=== Section Start ===

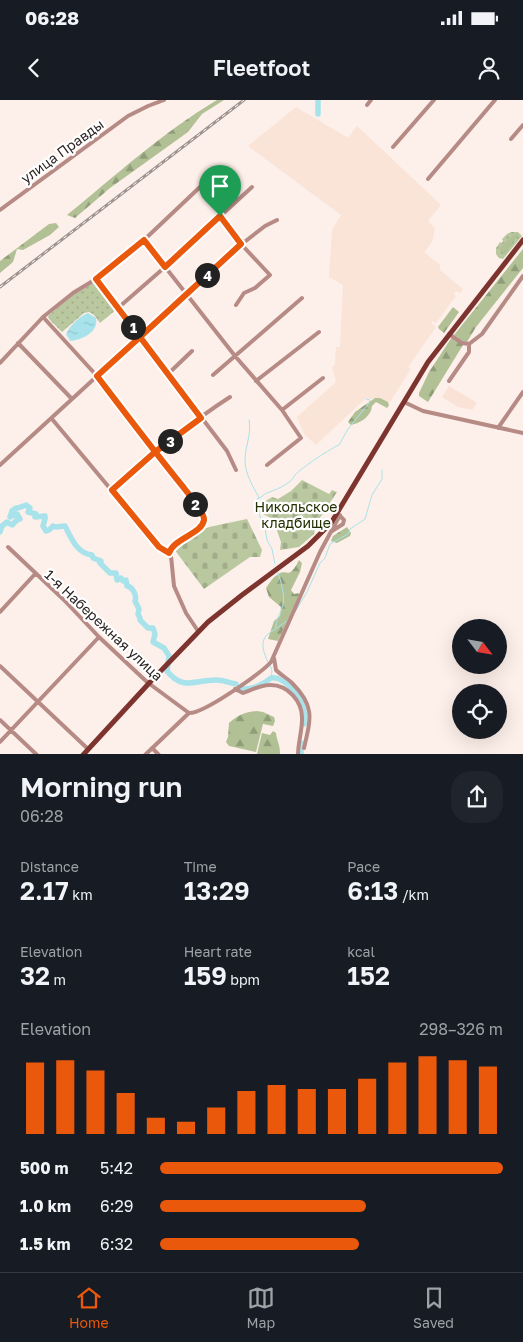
<!DOCTYPE html>
<html lang="en">
<head>
<meta charset="utf-8">
<style>
	body { margin:0; font-family:"Golos Text",sans-serif; background:#20242c; color:#f1f3f6; height:100vh; display:flex; flex-direction:column; font-size:19px; white-space:nowrap }
	* { box-sizing:border-box; margin:0 }
	p { font-size:16px; color:#9ea1a6 }
	.icon { flex:none; width:28px; height:28px; fill:none; stroke:currentColor; stroke-width:2; stroke-linecap:round; stroke-linejoin:round }
	.map { position:relative; height:654px; overflow:hidden }
	.side { display:flex; flex-direction:column; background:#171b24; flex:1 }
	.side>* { flex:none }
	.needle { width:32px; rotate:121deg }
	.fabs { position:absolute; left:452px; top:519px; display:grid; gap:10px }
	.fabs a { display:grid; place-items:center; width:55px; height:55px; border-radius:50%; background:#171b24; box-shadow:0 5px 20px #0002; font-size:25px }
	.pin { position:absolute; display:grid; place-items:center; width:42px; height:42px; color:#fff; margin:-51px -21px; border-radius:50% 50% 50% 0; rotate:-45deg; box-shadow:0 0 5px #0007 }
	.pin .icon { rotate:45deg }
	.km { position:absolute; width:25px; height:25px; margin:-12px; border-radius:50%; background:#222; color:#fff; font-size:14px; line-height:25px; text-align:center }
	.round { display:grid; place-items:center; flex:none; width:52px; height:52px; border-radius:20px; background:#20242c }
	.overview { display:flex; align-items:center; justify-content:space-between; height:85px; padding:0 20px }
	h1 { font-size:28px; font-weight:600; line-height:38px }
	.metrics { display:grid; grid-template-columns:repeat(3,1fr); gap:8px; height:85px; padding:5px 20px }
	.metrics div { display:grid; align-content:center }
	.metrics b { font-size:25px; font-weight:600 }
	.metrics small { font-size:14px; font-weight:400 }
	.metrics p { font-size:14px }
	.chart { height:140px; padding:10px 20px }
	.chart p { display:flex; justify-content:space-between }
	.chart svg { width:100%; height:90px; margin-top:5px; stroke:#ea580c; stroke-width:6 }
	ul { padding:0 20px; list-style:none; font-size:16px }
	li { display:grid; grid-template-columns:80px 60px 1fr; align-items:center; height:38px }
	li i { height:12px; border-radius:6px; background:#ea580c }
	.status { display:flex; justify-content:space-between; align-items:center; height:35px; padding:0 25px; background:#171b24; direction:ltr }
	.status svg { height:14px; fill:currentColor }
	header { display:flex; justify-content:space-between; align-items:center; height:65px; padding:0 20px; background:#171b24; font-size:22px; font-weight:600 }
	.tabs { display:flex; justify-content:space-around; align-items:center; height:70px; border-top:1px solid #363941; background:#171b24; font-size:14px; color:#9ea1a6 }
	.tabs a { display:grid; justify-items:center; gap:2px }
	.tabs .current { color:#ea580c }
	.map>svg:first-child { display:block }
</style>
</head>
<body>
<div class="status"><b>06:28</b><svg viewBox="0 0 49 12"><path d="M0 12V9h3v3zM5 12V6h3v6zM10 12V3h3v9zM15 12V0h3v12zM26 1h20v11H26zM47 4h2v5h-2z"/></svg></div>
<header><svg class="icon" aria-label="back" viewBox="0 0 24 24"><path d="M15 5l-7 7 7 7"/></svg>Fleetfoot<svg class="icon" aria-label="person" viewBox="0 0 24 24"><circle cx="12" cy="8" r="4"/><path d="M4 21q1-7 8-7t8 7"/></svg></header>
<div class="map">
<svg width="523" height="655" viewBox="0 0 523 655">
	<defs>
		<pattern id="green-dots" width="8" height="8" patternUnits="userSpaceOnUse" patternTransform="scale(1.25)"><rect width="8" height="8" fill="#bac8a0"/><path d="M2 2h.1M6 6h.1" fill="none" stroke="#a0ac8a" stroke-width="1.8" stroke-linecap="round"/></pattern>
		<pattern id="forest-firs" width="22" height="20" patternUnits="userSpaceOnUse" patternTransform="scale(1.25)"><rect width="22" height="20" fill="#b1c195"/><path d="M5 1l3.5 6h-7zM16 11l3.5 6h-7z" fill="#909d79"/></pattern>
		<pattern id="cemetery-stones" width="16" height="16" patternUnits="userSpaceOnUse" patternTransform="scale(1.25)"><rect width="16" height="16" fill="#bac8a0"/><path d="M2 7V4a2 2 0 0 1 4 0v3zM10 15v-3a2 2 0 0 1 4 0v3z" fill="#a0ac8a"/></pattern>
		<pattern id="water-ripples" width="26" height="14" patternUnits="userSpaceOnUse" patternTransform="scale(1.25)"><rect width="26" height="14" fill="#a8e3ec"/><path d="M2 4q2-2 4 0t4 0M15 11q2-2 4 0t4 0" fill="none" stroke="#91c3ca"/></pattern>
	</defs>
	<rect width="100%" height="100%" fill="#fdefe9"/>
	<path fill="#fbe2d7" d="M449,286L477,303L472,310L458,307L442,297Z"/>
	<path fill="#fae3d7" d="M296,7L348,38L357,26L441,105L428,121L435,128L432,142L424,152L440,165V170L463,189L460,193L456,191L454,194L457,197H455L436,223L433,221L431,223L436,227L408,267L411,269L390,302L366,298L316,345L304,334L297,317L336,282L332,267L335,264L336,247H340L343,185L329,177L332,130L341,115L248,46Z"/>
	<path fill="url(#green-dots)" d="M511,132H518L522,136L503,159L499,158L496,154V148L500,142L502,143L503,141L502,139L507,134Z
		M95,182L117,209L100,223L94,215L89,212L84,213L62,232L49,219L48,216L71,196Z"/>
	<path fill="url(#forest-firs)" d="M217,0H224L202,14L188,32L110,88L75,118L67,115C115,76 163,32 217,0Z
		M56,123L59,127L50,135L23,150L17,149L13,162L0,173V161L49,124Z
		M516,133L519,136L516,137L506,154H502L499,148C505,142 511,138 516,133Z
		M523,149V168L476,227L467,242H464L454,235Z
		M453,207L459,212L444,233L439,229L438,227Z
		M452,237L463,245L428,302L419,296V293L429,272Z
		M375,298H380L388,302L389,305L387,308L376,302L372,306C371,317 360,323 351,325L348,322L355,312Z
		M347,427L351,433L350,436L337,443L331,441L333,436Z
		M299,460L302,463L300,472L291,490L294,494L299,493V495L278,541L268,539L274,521L280,516L281,507L269,497L266,488C269,484 272,478 277,475C288,467 288,482 299,460Z
		M257,611L263,612L274,617L275,621L273,626L263,624L256,652L229,646L226,642L228,637L229,623C238,615 245,612 257,611Z
		M273,631L276,633C277,642 280,643 280,654H257L262,633L270,635Z"/>
	<path fill="url(#cemetery-stones)" d="M302,380L329,394L332,390L337,392L316,424L314,434L299,447L280,450L281,442L273,419L259,412L258,409L264,402L272,397L278,399L291,391Z
		M247,419L262,450L260,457H250L204,489L174,449L194,434L209,427Z"/>
	<path fill="url(#water-ripples)" d="M88,213L96,218C99,232 82,240 70,241L66,234C69,226 80,216 88,213Z"/>
	<g fill="none" stroke-linecap="round" stroke-linejoin="round">
		<path stroke="#a8e3ec" stroke-width="1" d="M249,320C252,334 245,346 245,360C245,374 253,386 259,398
			M275,464L272,449L267,440L265,428L257,409V399C261,398 264,394 267,393C274,390 281,388 288,383C291,381 293,378 295,375C301,368 333,347 339,345L348,329L369,303L370,300L366,299
			M295,512L307,492L320,463L325,458L330,444L348,434L350,429L365,419L372,395L382,379V370
			M277,528L288,520
			M268,562C261,547 259,537 276,529C275,520 281,513 283,505C285,496 281,481 278,473
			M270,565L272,571L271,578"/>
		<path stroke="#a8e3ec" stroke-width="5.5" d="M318,0V14
			M0,432L2,426L7,422L12,425L17,420L20,419L17,414L10,417L12,411L16,408H18L26,405L30,408L28,412L36,414L35,417L45,416V419L43,426L46,431L49,430L53,426L56,427L65,426C71,437 76,453 92,455L93,458L101,461L100,463L110,473H116L117,480L121,478L123,481L126,480L127,486C133,487 137,496 135,501L139,509L138,514L140,518V520L148,528H153L155,534L153,542L164,548L169,556L167,571C183,591 194,580 216,580C223,580 230,583 236,584
			M242,588C251,591 264,584 271,578C285,576 299,596 303,607C305,612 304,619 304,624
			M301,655V643"/>
		<path stroke="#b78b85" stroke-width="4" d="M367,5L371,0
			M511,39L523,25
			M393,47L434,0
			M428,79L495,0
			M0,110L128,16L148,6L164,0
			M220,116L241,144L270,175L255,188L244,193L236,205
			M144,140L235,256L282,310
			M96,179L227,351L236,370
			M118,208L165,167L252,87
			M43,217L97,276L203,416C205,435 175,436 169,453
			M449,234L462,243L469,244L482,234L523,176
			M18,243L72,299
			M0,263L43,217L73,193L101,176L144,140L200,87
			M168,274L192,251
			M213,275L302,198
			M256,281L319,232
			M449,281L469,252V244
			M404,302L423,311L523,333
			M52,319L159,447L171,456L174,486L186,513L198,531
			M498,328L523,292
			M0,365L238,147L265,126L277,120
			M267,365L301,338L282,310L323,278
			M112,389C150,357 188,324 230,297
			M332,431L343,424L344,420L340,416
			M8,447L64,500L99,537L147,582L189,613
			M0,512L35,474
			M274,558L276,570C281,575 287,578 292,583C315,606 311,618 304,648
			M0,566L88,649
			M235,589L243,593C251,590 261,585 269,585C288,584 303,602 302,620C302,631 298,643 298,655
			M0,620L37,655
			M0,642L99,537
			M152,648L159,655
			M145,655L189,613C203,614 260,574 271,562L320,452L340,415"/>
		<path stroke="#7d342e" stroke-width="5" d="M83,655L152,580L208,522L242,495L308,446L331,423L428,262L523,140"/>
		<defs>
			<path id="rail" d="M0,187L244,0"/>
		</defs>
		<use href="#rail" stroke="#9e938f" stroke-width="3"/>
		<use href="#rail" stroke="#fff" stroke-width="1" stroke-dasharray="4" stroke-linecap="butt"/>
	</g>
	<g fill="none" stroke-linecap="round" stroke-linejoin="round">
		<defs>
			<path id="route" d="M220,116L165,167L144,140L96,179L140,237L97,276C126,314 154,351 184,388C189,395 205,413 204,420C202,434 174,438 169,453L159,447L112,390L155,352L201,318L140,237L241,144L220,116"/>
		</defs>
		<use href="#route" stroke="#fff" stroke-width="10"/>
		<use href="#route" stroke="#ea580c" stroke-width="6"/>
	</g>
	<g text-anchor="middle" dominant-baseline="central" stroke-width="4.5" stroke-linejoin="round" paint-order="stroke">
		<g font-size="14" fill="#2c2523" stroke="#fff">
			<text transform="translate(62 51) rotate(-36)">улица Правды</text>
			<text transform="translate(104 525) rotate(43)">1-я Набережная улица</text>
		</g>
		<g font-size="14" fill="#232f00" stroke="#fff">
			<text x="296" y="406">Никольское<tspan x="296" dy="16">кладбище</tspan></text>
		</g>
	</g>
</svg>
<div class="fabs">
<a><svg class="needle" viewBox="-14 -14 28 28"><path d="M0-13l5 13h-10z" fill="#e53935"/><path d="M0 13l5-13h-10z" fill="#9ea1a6"/></svg></a>
<a><svg class="icon" aria-label="locate" viewBox="0 0 24 24"><circle cx="12" cy="12" r="6"/><path d="M12 2v4M12 18v4M2 12h4M18 12h4"/></svg></a>
</div>
<div class="pin" style="left:220px;top:116px;background:#1e9e55"><svg class="icon" aria-label="arrive" viewBox="0 0 24 24"><path d="M6 21V4h12l-3 4 3 4H6"/></svg></div>
<b class="km" style="left:133px;top:227px">1</b>
<b class="km" style="left:195px;top:404px">2</b>
<b class="km" style="left:170px;top:341px">3</b>
<b class="km" style="left:207px;top:175px">4</b>
</div>
<section class="side">
<div class="overview"><div><h1>Morning run</h1><p>06:28</p></div><a class="round"><svg class="icon" aria-label="share" viewBox="0 0 24 24"><path d="M12 15V3M7 8l5-5 5 5M5 13v7h14v-7"/></svg></a></div>
<div class="metrics">
<div><p>Distance</p><b>2.17<small> km</small></b></div>
<div><p>Time</p><b>13:29</b></div>
<div><p>Pace</p><b>6:13<small> /km</small></b></div>
</div>
<div class="metrics">
<div><p>Elevation</p><b>32<small> m</small></b></div>
<div><p>Heart rate</p><b>159<small> bpm</small></b></div>
<div><p>kcal</p><b>152</b></div>
</div>
<div class="chart"><p><span>Elevation</span>298–326 m</p>
<svg viewBox="0 0 160 44" preserveAspectRatio="none"><path d="M5 44V9M15 44V8M25 44V13M35 44V24M45 44V36M55 44V38M65 44V31M75 44V23M85 44V20M95 44V22M105 44V22M115 44V17M125 44V9M135 44V6M145 44V8M155 44V11"/></svg>
</div>
<ul>
<li><b>500 m</b>5:42<i style="width:100%"></i></li>
<li><b>1.0 km</b>6:29<i style="width:60%"></i></li>
<li><b>1.5 km</b>6:32<i style="width:58%"></i></li>
</ul>
</section>
<nav class="tabs">
<a class="current"><svg class="icon" aria-label="home" viewBox="0 0 24 24"><path d="M3 11l9-7 9 7M6 9v11h12V9"/></svg>Home</a>
<a><svg class="icon" aria-label="map" viewBox="0 0 24 24"><path d="M3 6l6-2 6 2 6-2v14l-6 2-6-2-6 2zM9 4v14M15 6v14"/></svg>Map</a>
<a><svg class="icon" aria-label="saved" viewBox="0 0 24 24"><path d="M7 4h10v16l-5-4-5 4z"/></svg>Saved</a>
</nav>
</body>
</html>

=== Section End ===

Problem to solve: Reproduce, without alteration and without pictures, only those lines that lie between the first line of the entries above and the line containing "background:#20242c; color:#f1f3f6; height:100vh;", both of them included.

Reply to the exercise:
<!DOCTYPE html>
<html lang="en">
<head>
<meta charset="utf-8">
<style>
	body { margin:0; font-family:"Golos Text",sans-serif; background:#20242c; color:#f1f3f6; height:100vh; display:flex; flex-direction:column; font-size:19px; white-space:nowrap }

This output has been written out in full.